Overshadowing the debate is lingering anger at the Saudi government and particularly Crown Prince Mohammad bin Salman, whom U.S. officials implicate in the government’s killing of a dissident journalist last year. Jamal Khashoggi, a contributor to The Washington Post, was executed at a Saudi consulate in Turkey.

Even Mr. Trump’s backers said they were dismayed by Khashoggi’s slaying and other aspects of the Saudi regime, but they argued the Yemen conflict was the wrong place to make a stand.

Rep. Jim Risch, chairman of the Foreign Relations Committee, said he is working on other legislation to try to right-size U.S.-Saudi affairs, though he backed Mr. Trump in Thursday’s vote.

Mr. Trump’s opponents were trying to be the fist to successfully flex the 1973 War Powers Resolution to end U.S. involvement in a conflict.

Under that law, if Congress can muster the votes it can bring to an end any presidential commitment of forces.

The Senate voted 54-46 in March to pass such a resolution, and the House approved it last month on a 247-175 vote. Mr. Trump quickly issued his veto — the second of his tenure — to reject the bill.

Senators again voted 53-45 on Thursday to override the veto — well shy of the two-thirds tally needed to succeed.

Mr. Sanders still took comfort.

“This is the beginning of a bipartisan process to take back our responsibility over these most important matters,” he said.
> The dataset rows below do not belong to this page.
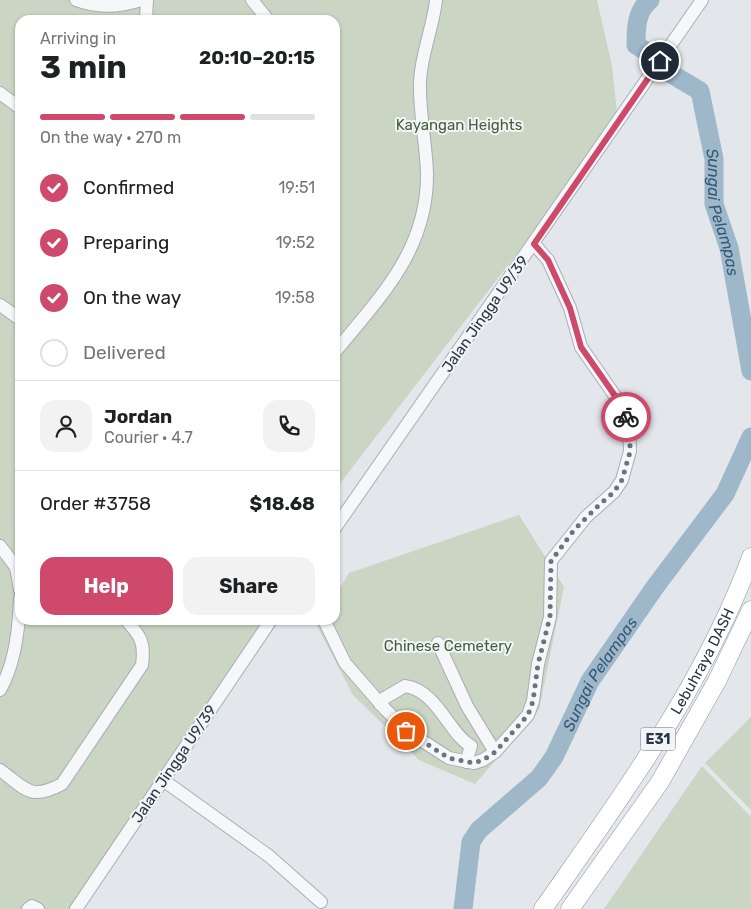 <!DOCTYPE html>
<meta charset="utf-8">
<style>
body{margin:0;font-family:Rubik,sans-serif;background:#f2f2f2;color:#202124;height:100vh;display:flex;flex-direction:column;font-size:19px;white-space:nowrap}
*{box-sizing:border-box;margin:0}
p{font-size:16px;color:#757577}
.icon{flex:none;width:28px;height:28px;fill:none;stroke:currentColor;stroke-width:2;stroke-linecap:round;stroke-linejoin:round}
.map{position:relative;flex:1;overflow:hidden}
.drawer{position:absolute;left:15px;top:15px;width:325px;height:610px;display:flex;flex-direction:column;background:#fff;border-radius:15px;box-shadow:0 1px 4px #0004}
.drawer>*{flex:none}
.pin{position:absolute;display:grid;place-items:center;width:42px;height:42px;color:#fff;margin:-21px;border:2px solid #fff;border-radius:50%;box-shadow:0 1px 5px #0007}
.courier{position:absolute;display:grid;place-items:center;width:50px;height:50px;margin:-25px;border:4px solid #ce496a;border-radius:50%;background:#fff;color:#222;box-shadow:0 1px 6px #0007}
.overview em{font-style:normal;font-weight:700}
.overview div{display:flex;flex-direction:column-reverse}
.overview{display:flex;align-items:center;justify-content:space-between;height:85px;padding:0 25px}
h1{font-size:32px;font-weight:700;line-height:38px}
.bar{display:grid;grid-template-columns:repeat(4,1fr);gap:8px 5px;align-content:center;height:60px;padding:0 25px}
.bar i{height:6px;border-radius:4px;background:#e0e0e0}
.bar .selected{background:#ce496a}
.bar p{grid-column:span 4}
.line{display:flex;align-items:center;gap:12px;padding:0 25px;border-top:1px solid #e0e0e0}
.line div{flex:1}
.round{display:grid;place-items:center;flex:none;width:52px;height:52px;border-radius:15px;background:#f2f2f2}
ol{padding:0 25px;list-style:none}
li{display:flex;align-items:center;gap:15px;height:55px}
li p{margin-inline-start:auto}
li .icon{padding:5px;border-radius:50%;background:#ce496a;color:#fff;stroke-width:4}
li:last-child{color:#757577}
li i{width:28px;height:28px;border:2px solid #e0e0e0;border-radius:50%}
.action{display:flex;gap:10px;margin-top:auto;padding:10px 25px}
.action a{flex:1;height:58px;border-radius:15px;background:#ce496a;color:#fff;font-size:20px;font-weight:700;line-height:58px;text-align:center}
.action a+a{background:#f2f2f2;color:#202124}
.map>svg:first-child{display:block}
.green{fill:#cad5c4}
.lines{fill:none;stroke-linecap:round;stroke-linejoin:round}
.river{stroke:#9eb8ca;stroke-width:19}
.minor-casing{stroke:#a8aeb5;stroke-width:14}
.highway-casing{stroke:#8a95a1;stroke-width:19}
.minor{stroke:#f5f7f9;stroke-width:12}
.highway{stroke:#fff;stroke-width:18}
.done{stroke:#6b747e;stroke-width:5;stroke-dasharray:0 9}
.route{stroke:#ce496a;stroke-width:6}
.labels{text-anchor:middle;stroke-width:4;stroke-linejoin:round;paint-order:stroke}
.shield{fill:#f2f5f8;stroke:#666f79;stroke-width:1}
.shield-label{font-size:14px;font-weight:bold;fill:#2a3643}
.park-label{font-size:15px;fill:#435f38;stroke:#f2f5f8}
.street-label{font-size:15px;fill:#2a3643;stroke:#f2f5f8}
.water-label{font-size:16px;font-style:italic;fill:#345977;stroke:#f2f5f8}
</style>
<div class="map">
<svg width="751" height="909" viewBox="0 0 751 909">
<rect width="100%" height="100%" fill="#e3e7eb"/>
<path class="green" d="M0,0h597l15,66 6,56 -283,368v-470h-315v600h242l-43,77 -145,212h-74z
M519,515l45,72 -25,123 -64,74 -56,-24 -66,-65 -36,-69 3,-6h15v-24l14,-23z
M751,717v93l-46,-47z
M702,766l49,51v92h-147z"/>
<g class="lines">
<g class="river">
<path d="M647,52l-11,-7c0,-16 0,-34 14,-45"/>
<path id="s1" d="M668,72l32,19 14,68v45l15,44 22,123"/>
<path id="s2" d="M463,909l8,-67 8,-12 60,-52 15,-21 36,-76 65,-94 70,-93 26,-57"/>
</g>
<defs>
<path id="minor" d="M76,0c21,8 44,7 65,0
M252,0l16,20
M146,20l1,-20
M0,93l20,15
M0,305l20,14
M335,352c45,-55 93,-102 92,-179 -1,-30 -8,-61 -7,-91 1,-28 13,-54 16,-82
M335,528l367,-528
M0,546l16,21 4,23
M324,620l21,43 40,46 22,22 42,27 25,5 9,-3 12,-8 33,-37 5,-14 5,-37 12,-47 1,-56 35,-44 28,-25 8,-12 8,-29 -1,-25 -9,-23 -39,-56 -11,-39 -22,-48 -14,-16
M438,643l29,63 28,46
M0,690c15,-26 19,-61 20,-91
M380,704l3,-5 22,-13c33,5 44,48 66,60l-5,16
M0,770c26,19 30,31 62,14l80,-119c3,-22 -1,-29 -16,-45
M163,780l106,76 52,46
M28,909l4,-3 6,3
M76,909l195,-289"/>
<g id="highway">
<path id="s3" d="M543,909c78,-112 161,-224 208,-352"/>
<path d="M570,909l90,-127 57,-101 34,-71"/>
</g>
</defs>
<use href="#minor" class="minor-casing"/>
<use href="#highway" class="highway-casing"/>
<use href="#minor" class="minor"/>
<use href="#highway" class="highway"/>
</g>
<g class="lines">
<path class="done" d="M406,731l43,27 25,5 9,-3 12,-8 33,-37 5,-14 5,-37 12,-47 1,-56 23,-31 26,-26 14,-12 8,-12 8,-28v-26l-4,-9"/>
<path class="route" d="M626,417l-6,-14 -39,-56 -11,-39 -22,-48 -14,-16 126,-183"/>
</g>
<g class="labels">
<rect class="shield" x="640.5" y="727.5" width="35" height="23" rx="4"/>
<g class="shield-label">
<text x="658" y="744">E31</text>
</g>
<g class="park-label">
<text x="459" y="130">Kayangan Heights</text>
<text x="448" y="651">Chinese Cemetery</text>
</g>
<g class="street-label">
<text transform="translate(485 314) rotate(-55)" y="5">Jalan Jingga U9/39</text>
<text dy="5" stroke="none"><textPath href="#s3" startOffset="295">Lebuhraya DASH</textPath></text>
<text transform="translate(174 764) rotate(-56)" y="5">Jalan Jingga U9/39</text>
</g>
<g class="water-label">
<text dy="6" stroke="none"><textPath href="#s1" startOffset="161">Sungai Pelampas</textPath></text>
<text dy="6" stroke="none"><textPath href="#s2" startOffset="282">Sungai Pelampas</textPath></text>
</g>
</g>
</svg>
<div class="pin" style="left:406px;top:731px;background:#ea580c"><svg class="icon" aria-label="bag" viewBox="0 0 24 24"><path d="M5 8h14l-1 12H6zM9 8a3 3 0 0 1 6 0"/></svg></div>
<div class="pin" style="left:660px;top:61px;background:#1f2937"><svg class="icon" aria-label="home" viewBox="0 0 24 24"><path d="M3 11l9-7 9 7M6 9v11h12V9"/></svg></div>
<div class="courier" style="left:626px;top:417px"><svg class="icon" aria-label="bike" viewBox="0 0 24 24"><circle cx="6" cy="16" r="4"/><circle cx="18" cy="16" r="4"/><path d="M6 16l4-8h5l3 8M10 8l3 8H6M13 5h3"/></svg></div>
<section class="drawer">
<div class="overview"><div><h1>3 min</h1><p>Arriving in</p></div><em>20:10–20:15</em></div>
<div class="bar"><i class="selected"></i><i class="selected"></i><i class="selected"></i><i></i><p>On the way · 270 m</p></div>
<ol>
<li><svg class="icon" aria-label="check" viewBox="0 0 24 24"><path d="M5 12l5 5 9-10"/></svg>Confirmed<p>19:51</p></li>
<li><svg class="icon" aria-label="check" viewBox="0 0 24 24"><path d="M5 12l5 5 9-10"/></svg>Preparing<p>19:52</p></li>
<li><svg class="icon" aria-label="check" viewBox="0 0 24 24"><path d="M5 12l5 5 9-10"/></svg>On the way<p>19:58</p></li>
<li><i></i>Delivered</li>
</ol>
<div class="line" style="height:90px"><a class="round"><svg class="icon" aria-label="person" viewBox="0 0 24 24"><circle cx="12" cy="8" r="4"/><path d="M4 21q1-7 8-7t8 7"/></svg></a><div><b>Jordan</b><p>Courier · 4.7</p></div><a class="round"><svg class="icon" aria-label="phone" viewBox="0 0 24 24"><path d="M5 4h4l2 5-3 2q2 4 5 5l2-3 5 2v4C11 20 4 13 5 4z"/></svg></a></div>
<div class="line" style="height:65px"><div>Order #3758</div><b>$18.68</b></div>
<div class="action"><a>Help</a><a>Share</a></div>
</section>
</div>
Confounding the withdrawal advocates’ argument were questions about what their resolution would actually do.

The U.S. had been providing refueling assistance for Saudi military jets, but ended that activity last year in the wake of the Khashoggi killing. Now, American aid is limited to logistics and intelligence — which officials said makes Saudi attacks more precise, saving innocent civilians’ lives.

The White House says none of the remaining activities constitute hostilities as envisioned by the War Powers Resolution, so even if the resolution had succeeded it wouldn’t have stopped any ongoing activities.

The seven Republicans who joined Democrats were Sens. Susan Collins of Maine, Steve Daines of Montana, Mike Lee of Utah, Jerry Moran of Kansas, Lisa Murkowski of Alaska, Rand Paul of Kentucky and Todd Young of Indiana.